◆ **Exercise objective**: Each line from the one containing "I need the bounding" through the last line of the records below is to be repeated as written, with nothing added.

(Stored data)
__________

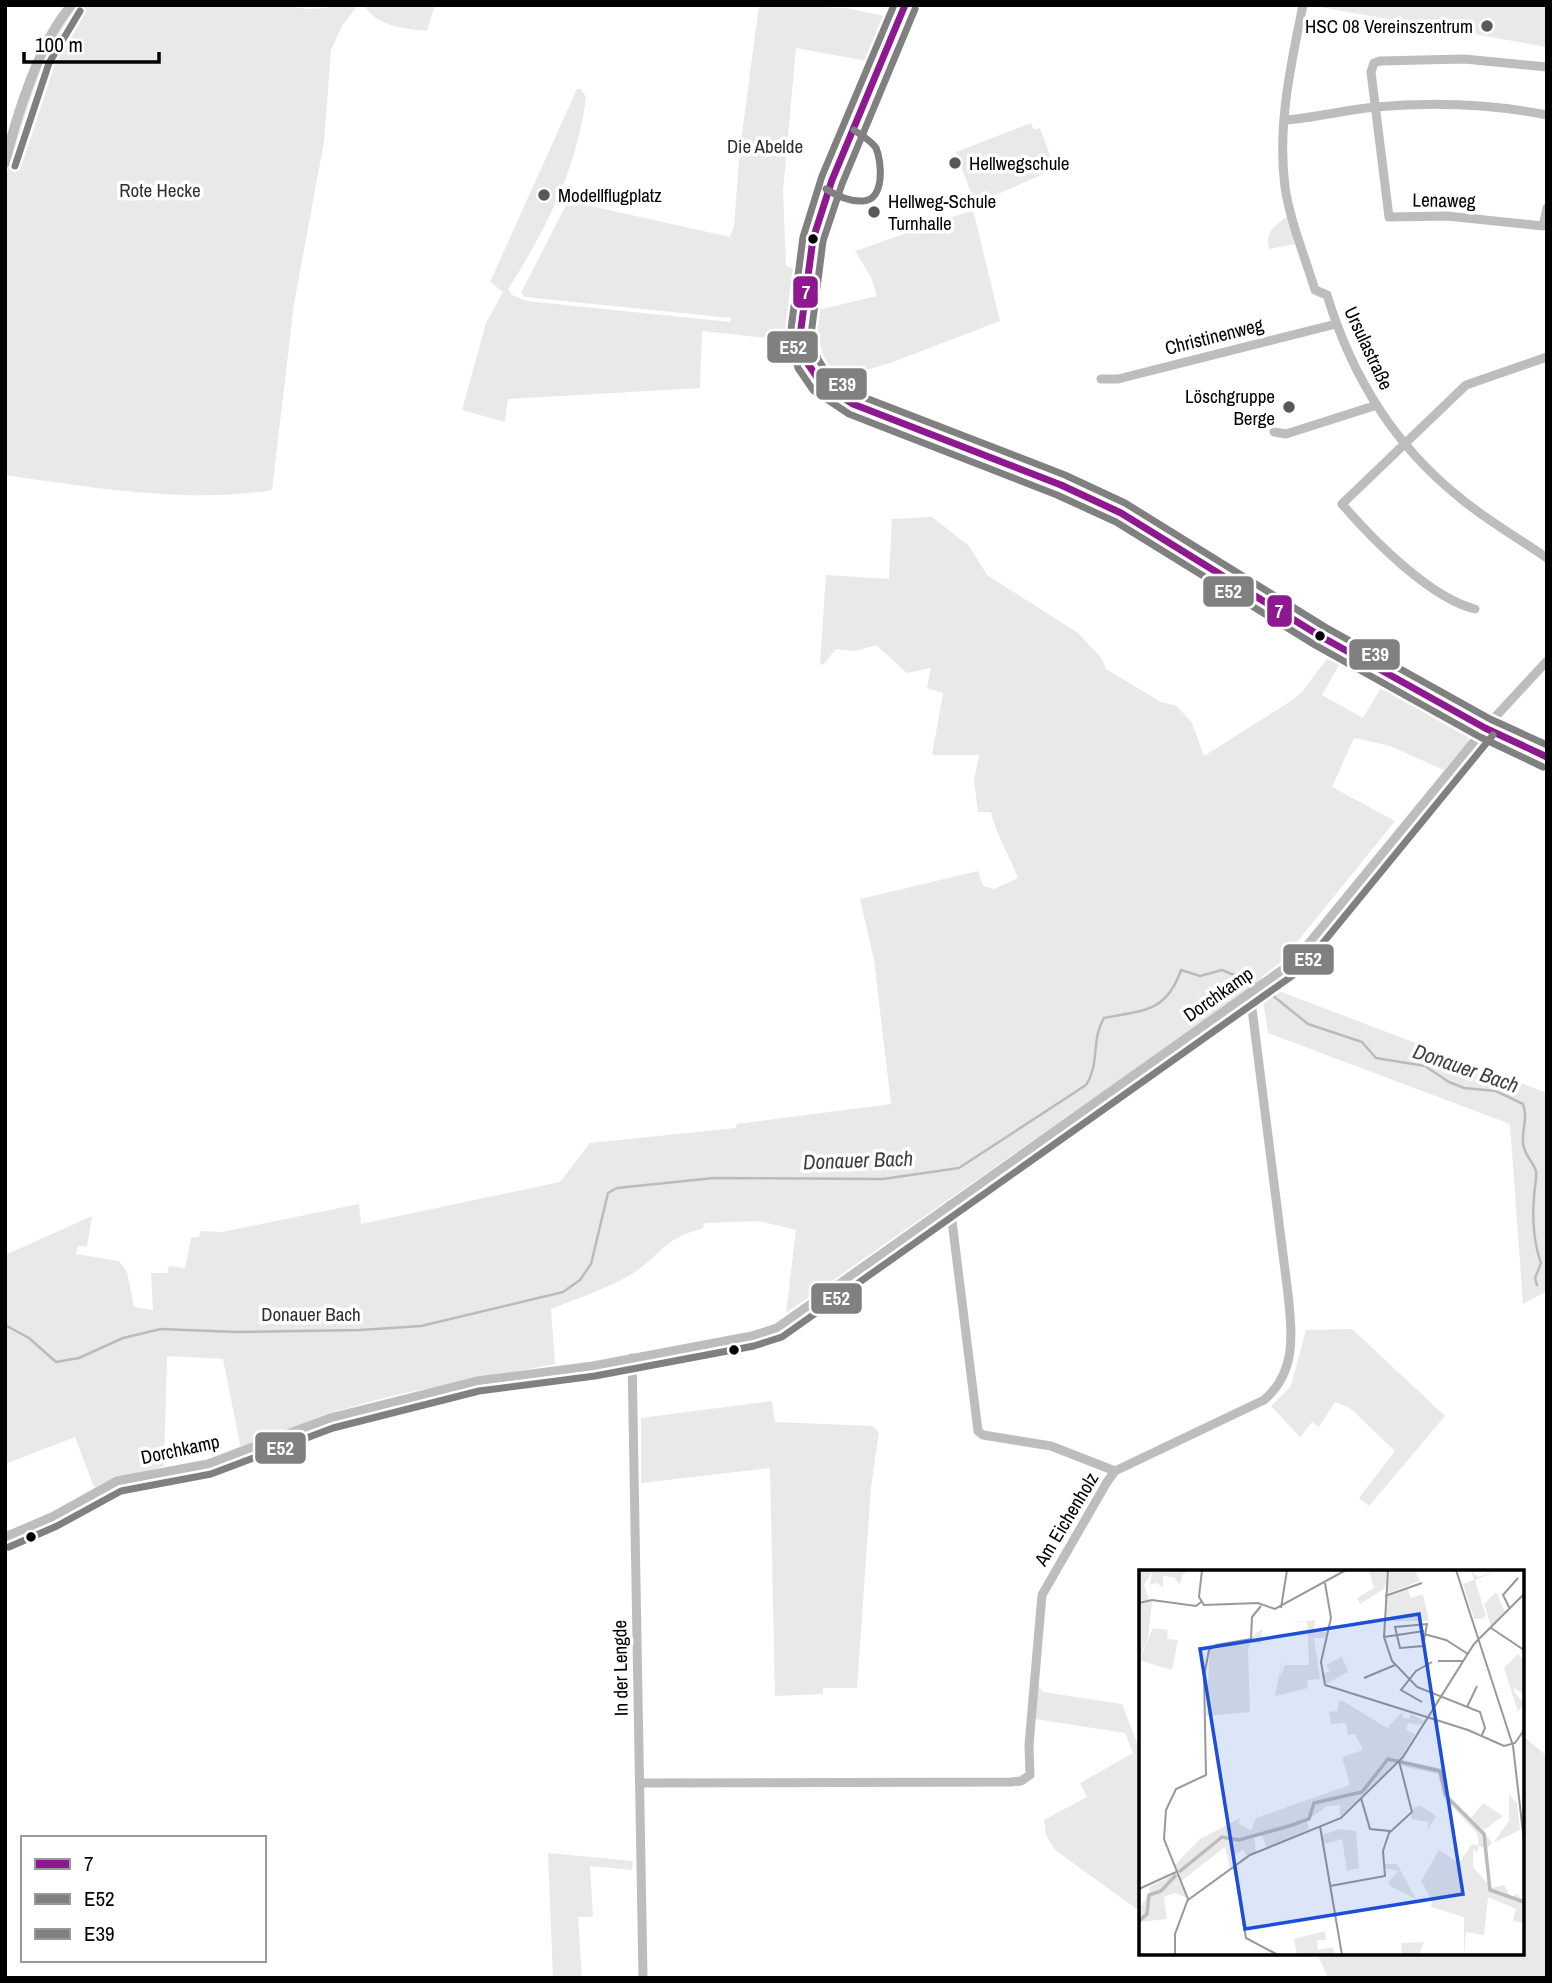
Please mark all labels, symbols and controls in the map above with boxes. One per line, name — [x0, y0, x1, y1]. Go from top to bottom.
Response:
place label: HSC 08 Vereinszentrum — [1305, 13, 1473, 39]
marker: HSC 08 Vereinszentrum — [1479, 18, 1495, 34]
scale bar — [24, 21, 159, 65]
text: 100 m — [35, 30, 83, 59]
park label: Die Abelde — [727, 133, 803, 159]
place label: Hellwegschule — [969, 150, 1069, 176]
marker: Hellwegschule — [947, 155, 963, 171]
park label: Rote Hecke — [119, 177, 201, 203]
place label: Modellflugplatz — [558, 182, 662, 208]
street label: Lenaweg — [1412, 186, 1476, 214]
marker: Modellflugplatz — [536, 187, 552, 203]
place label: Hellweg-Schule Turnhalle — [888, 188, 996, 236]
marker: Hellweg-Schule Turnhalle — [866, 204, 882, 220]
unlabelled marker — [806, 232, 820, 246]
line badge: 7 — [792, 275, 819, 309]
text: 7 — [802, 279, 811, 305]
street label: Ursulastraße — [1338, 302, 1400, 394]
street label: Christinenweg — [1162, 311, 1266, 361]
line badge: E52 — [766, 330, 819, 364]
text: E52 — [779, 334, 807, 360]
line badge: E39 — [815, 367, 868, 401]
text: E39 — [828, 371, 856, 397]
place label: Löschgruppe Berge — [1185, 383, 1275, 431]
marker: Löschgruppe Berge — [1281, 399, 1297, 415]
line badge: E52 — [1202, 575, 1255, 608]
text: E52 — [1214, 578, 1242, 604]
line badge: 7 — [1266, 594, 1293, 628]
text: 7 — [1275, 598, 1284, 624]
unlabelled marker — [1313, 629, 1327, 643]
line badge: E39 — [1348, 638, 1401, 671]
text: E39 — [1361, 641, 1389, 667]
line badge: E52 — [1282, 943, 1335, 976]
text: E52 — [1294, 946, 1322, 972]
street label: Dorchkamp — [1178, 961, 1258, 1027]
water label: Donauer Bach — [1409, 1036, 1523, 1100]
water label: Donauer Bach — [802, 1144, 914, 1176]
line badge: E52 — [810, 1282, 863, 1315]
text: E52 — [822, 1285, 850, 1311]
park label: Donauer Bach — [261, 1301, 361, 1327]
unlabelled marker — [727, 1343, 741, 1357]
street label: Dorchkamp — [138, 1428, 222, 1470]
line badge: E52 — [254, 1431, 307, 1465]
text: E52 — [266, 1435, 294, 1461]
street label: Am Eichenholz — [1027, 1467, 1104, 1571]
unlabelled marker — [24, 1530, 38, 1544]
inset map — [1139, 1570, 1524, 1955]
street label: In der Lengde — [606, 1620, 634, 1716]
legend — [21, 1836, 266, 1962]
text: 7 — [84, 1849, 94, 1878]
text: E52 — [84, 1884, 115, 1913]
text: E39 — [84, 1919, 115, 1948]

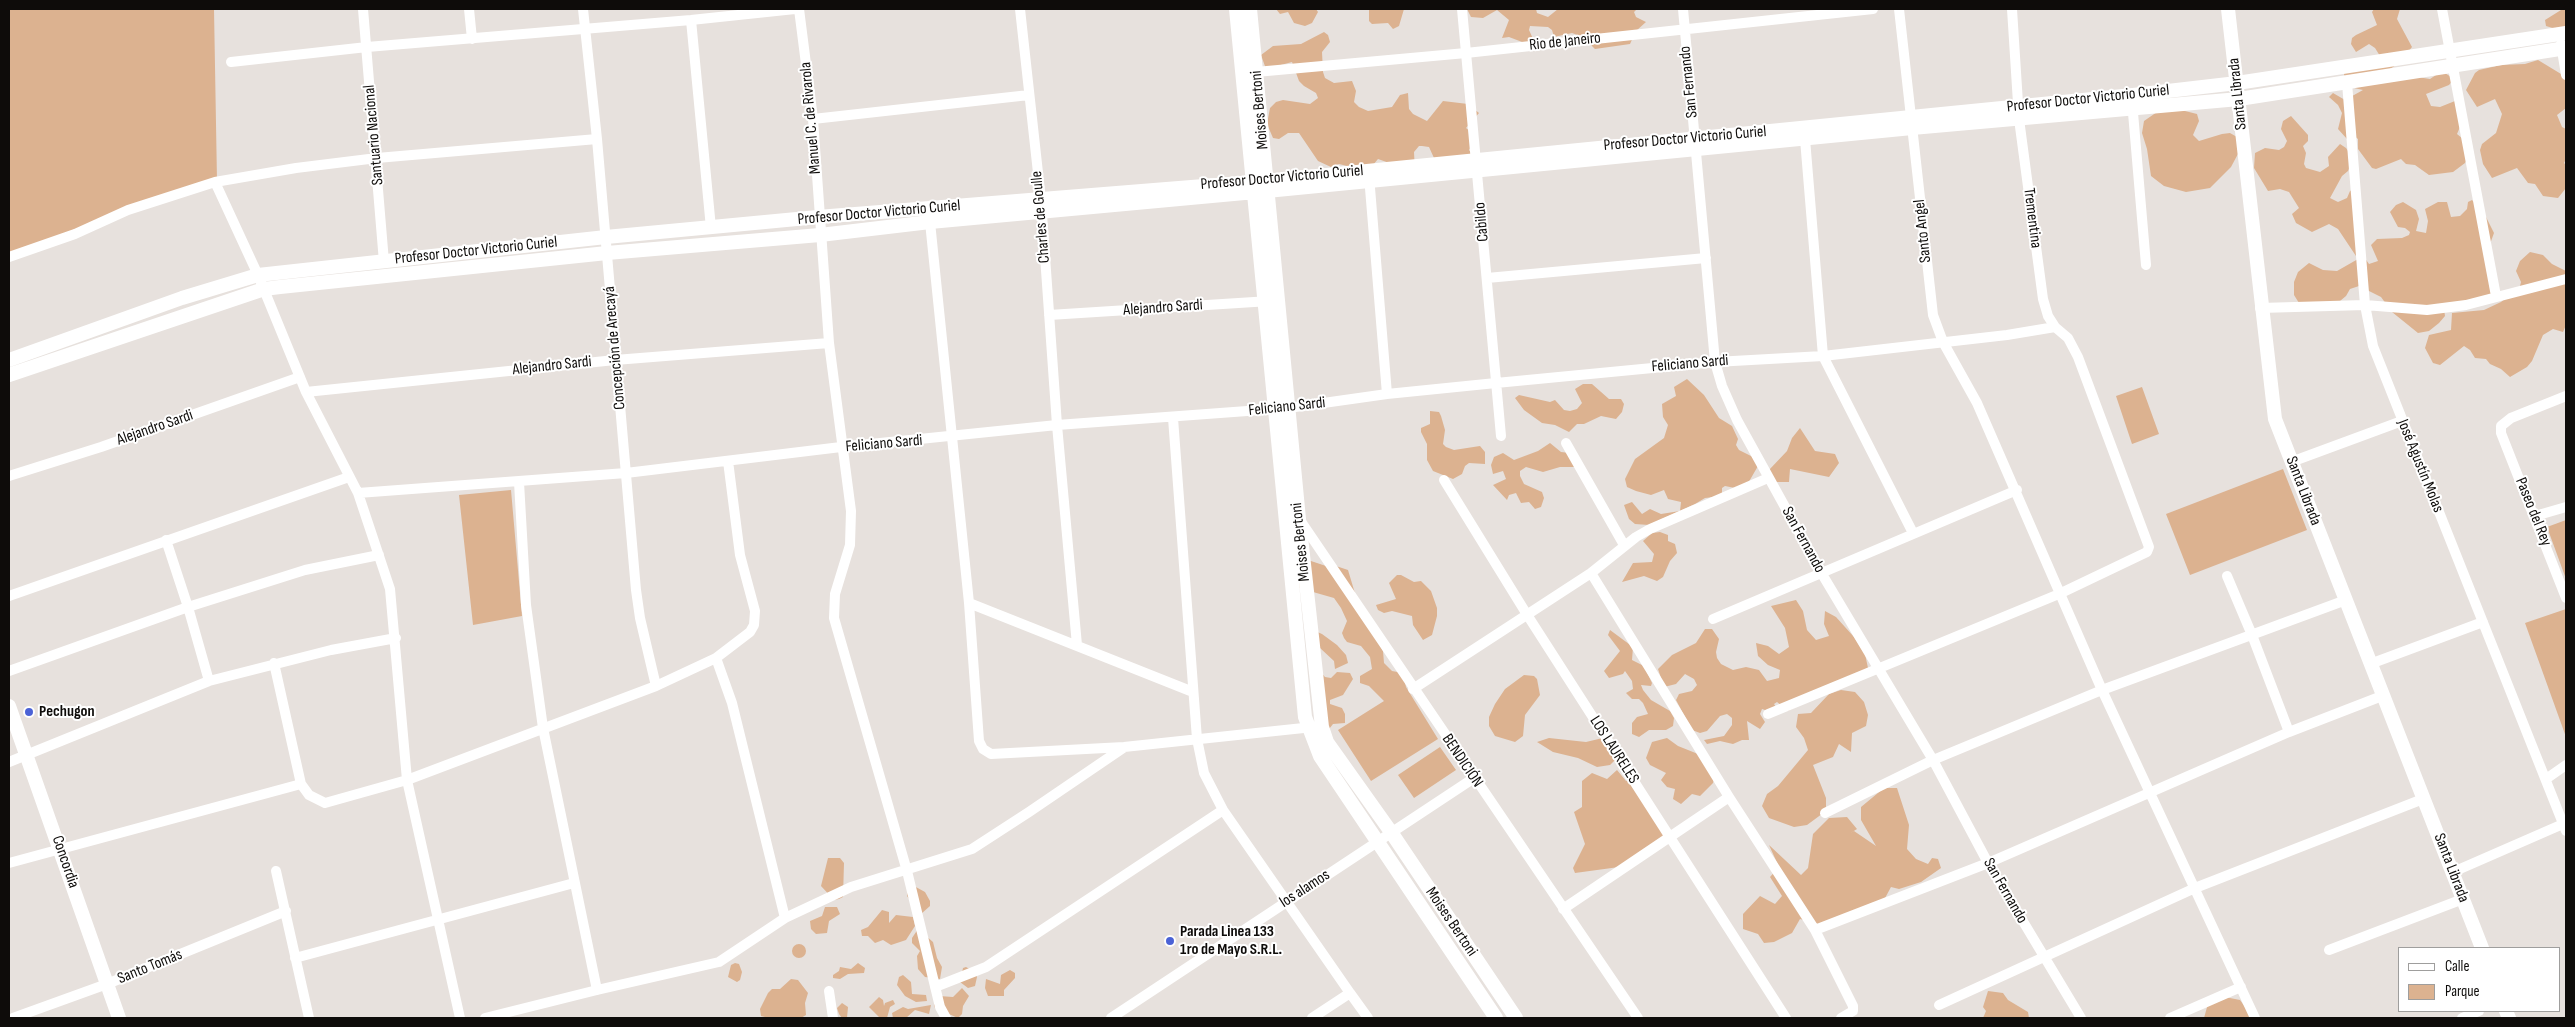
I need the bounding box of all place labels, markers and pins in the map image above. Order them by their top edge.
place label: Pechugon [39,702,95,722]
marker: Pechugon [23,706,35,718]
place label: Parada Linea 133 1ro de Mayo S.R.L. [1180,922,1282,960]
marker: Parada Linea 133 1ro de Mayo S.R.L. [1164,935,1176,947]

__________

◆ **Exercise solution**:
I need the bounding box of all place labels, markers and pins in the map image above. Order them by their top edge.
place label: Pechugon [39,702,95,722]
marker: Pechugon [23,706,35,718]
place label: Parada Linea 133 1ro de Mayo S.R.L. [1180,922,1282,960]
marker: Parada Linea 133 1ro de Mayo S.R.L. [1164,935,1176,947]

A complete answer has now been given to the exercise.